At age 25, still a newly ordained Carmelite, St. John felt drawn to the Carthusian order. At the same time he met 52 year old St. Teresa of Avila who convinced him not to leave and also to help her launch a reform of the Carmelite order called the Discalced (shoeless) Carmelites. Under the new Discalced order John became known as John of the Cross.
In 1577 a dispute arose between the two Carmelite orders (the Mitigated Observance and the Carmelites of the Reform). John a member of the reform order was taken prisoner by the Mitigated Observance and held in a ten by six foot cell for nine months. Saint Teresa attempted to have him freed, but no one would reveal where he was being held. It was during his captivity that Saint John of the Cross composed and committed to memory a poem of 40 stanzas, The Spiritual Canticle of the Soul and the Bridegroom, a dialogue between the bride (the soul) and the bridegroom (Christ), based on the Song of Songs.
St. John of the Cross also wrote The Dark Side of the Soul, a narrated journey of the soul from her bodily home to her union with God. A year after writing this poem he wrote a commentary with the same title explaining the meaning of his poem verse by verse.
Throughout the life of St. John of the Cross he knew that no matter how dark life might seem, God was never far away because due to our baptism, God as the Holy Spirit dwells in our souls. He wrote, “Be joyful in your interior recollection with Him. Desire Him there, adore Him there, do not go in pursuit of Him outside of yourself, you will only become distracted and weary…”

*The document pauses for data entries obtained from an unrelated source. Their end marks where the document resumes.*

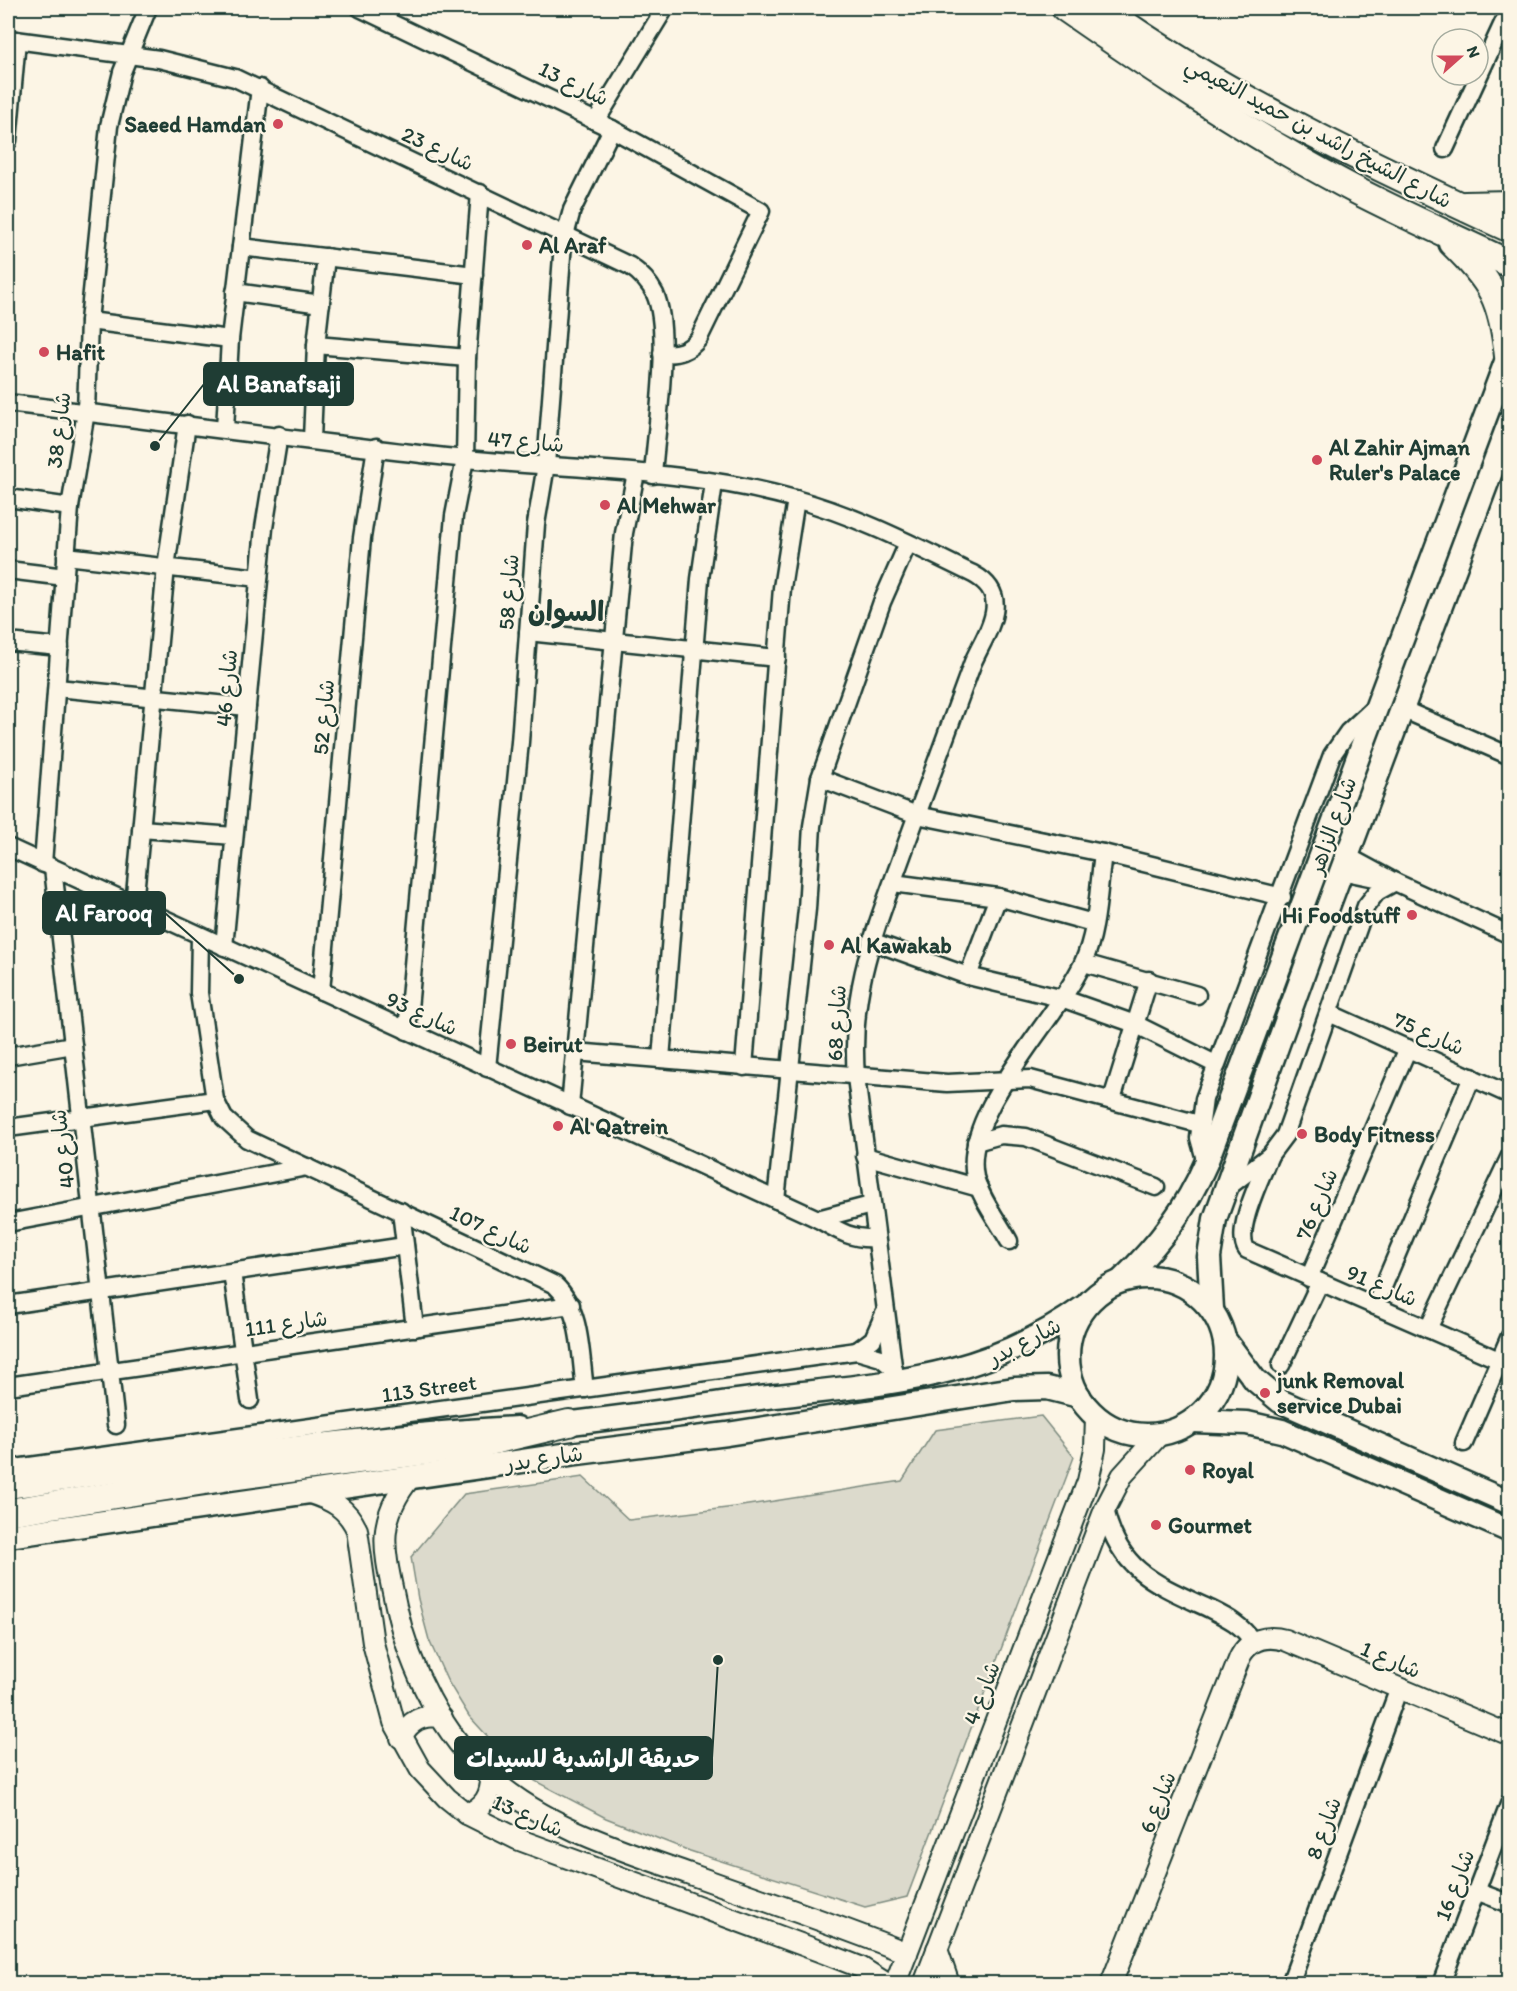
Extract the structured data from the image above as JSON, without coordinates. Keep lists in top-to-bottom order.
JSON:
{
  "streets": {
    "main road": ["شارع الشيخ راشد بن حميد النعيمي", "شارع الزاهر", "شارع بدر"],
    "street": [
      "شارع 13",
      "شارع 23",
      "شارع 38",
      "شارع 47",
      "شارع 58",
      "شارع 46",
      "شارع 52",
      "شارع 93",
      "شارع 68",
      "شارع 75",
      "شارع 40",
      "شارع 76",
      "شارع 107",
      "شارع 91",
      "شارع 111",
      "113 Street",
      "شارع 1",
      "شارع 4",
      "شارع 6",
      "شارع 8",
      "شارع 16"
    ]
  },
  "crossings": [
    ["شارع 13", "شارع 23"],
    ["شارع 13", "شارع 58"],
    ["شارع 13", "شارع بدر"],
    ["شارع 13", "شارع 4"],
    ["شارع 23", "شارع 38"],
    ["شارع 23", "شارع 47"],
    ["شارع 23", "شارع 58"],
    ["شارع 38", "شارع 47"],
    ["شارع 38", "شارع 93"],
    ["شارع 38", "شارع 40"],
    ["شارع 47", "شارع 58"],
    ["شارع 47", "شارع 46"],
    ["شارع 47", "شارع 52"],
    ["شارع 47", "شارع 68"],
    ["شارع 58", "شارع 93"],
    ["شارع 46", "شارع 93"],
    ["شارع 52", "شارع 93"],
    ["شارع الزاهر", "شارع بدر"],
    ["شارع الزاهر", "شارع 4"],
    ["شارع 93", "شارع 68"],
    ["شارع 93", "شارع 40"],
    ["شارع 68", "شارع بدر"],
    ["شارع 68", "113 Street"],
    ["شارع 75", "شارع 76"],
    ["شارع 40", "شارع 111"],
    ["شارع 76", "شارع 91"],
    ["شارع 107", "شارع 111"],
    ["شارع بدر", "113 Street"],
    ["شارع بدر", "شارع 4"],
    ["شارع 1", "شارع 6"],
    ["شارع 1", "شارع 8"]
  ],
  "districts": ["السوان"],
  "places": [
    "Saeed Hamdan",
    "Al Araf",
    "Hafit",
    "Al Banafsaji",
    "Al Zahir Ajman Ruler's Palace",
    "Al Mehwar",
    "Hi Foodstuff",
    "Al Kawakab",
    "Al Farooq",
    "Beirut",
    "Al Qatrein",
    "Body Fitness",
    "junk Removal service Dubai",
    "Royal",
    "Gourmet",
    "حديقة الراشدية للسيدات"
  ],
  "north": "right"
}
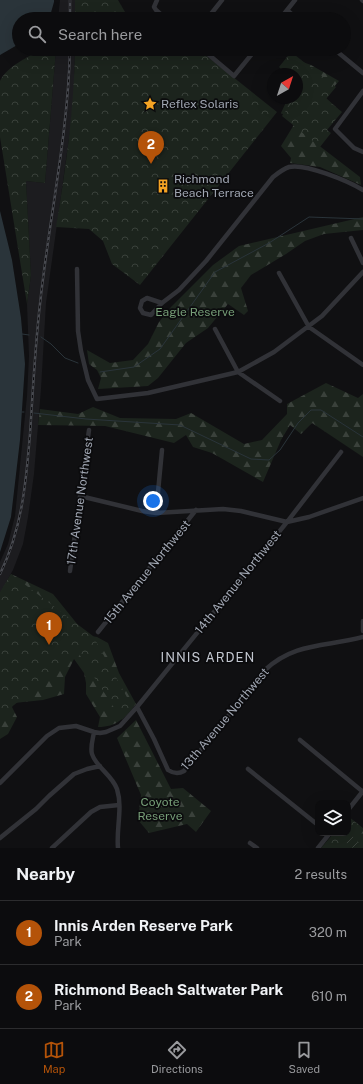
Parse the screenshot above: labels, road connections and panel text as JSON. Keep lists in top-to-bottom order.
{
  "streets": {
    "street": [
      "17th Avenue Northwest",
      "15th Avenue Northwest",
      "14th Avenue Northwest",
      "13th Avenue Northwest"
    ]
  },
  "crossings": [
    ["14th Avenue Northwest", "13th Avenue Northwest"]
  ],
  "districts": ["INNIS ARDEN"],
  "parks": ["Eagle Reserve", "Coyote Reserve"],
  "places": {
    "place": ["Reflex Solaris"],
    "building": ["Richmond Beach Terrace"]
  },
  "north": "top right",
  "page": {
    "search": "Search here",
    "pins": ["2", "1"],
    "heading": ["Nearby", "2 results"],
    "list": [
      {
        "mark": "1",
        "name": "Innis Arden Reserve Park",
        "note": "Park",
        "value": "320 m"
      },
      {
        "mark": "2",
        "name": "Richmond Beach Saltwater Park",
        "note": "Park",
        "value": "610 m"
      }
    ],
    "nav": ["Map", "Directions", "Saved"]
  }
}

Ultimately St. John of the Cross lived and taught the gospel paradox, that the cross leads to resurrection, darkness to light, and denial to self to union with God. “For whoever wants to save his life will lose it, but whoever loses his life for me will find it.” (Matthew 16:25) Saint John of the Cross died at in 1591, canonized as a saint in 1726 by Pope Benedict XIII and raised to a Doctor of the Church by Pope Pius XI in 1926.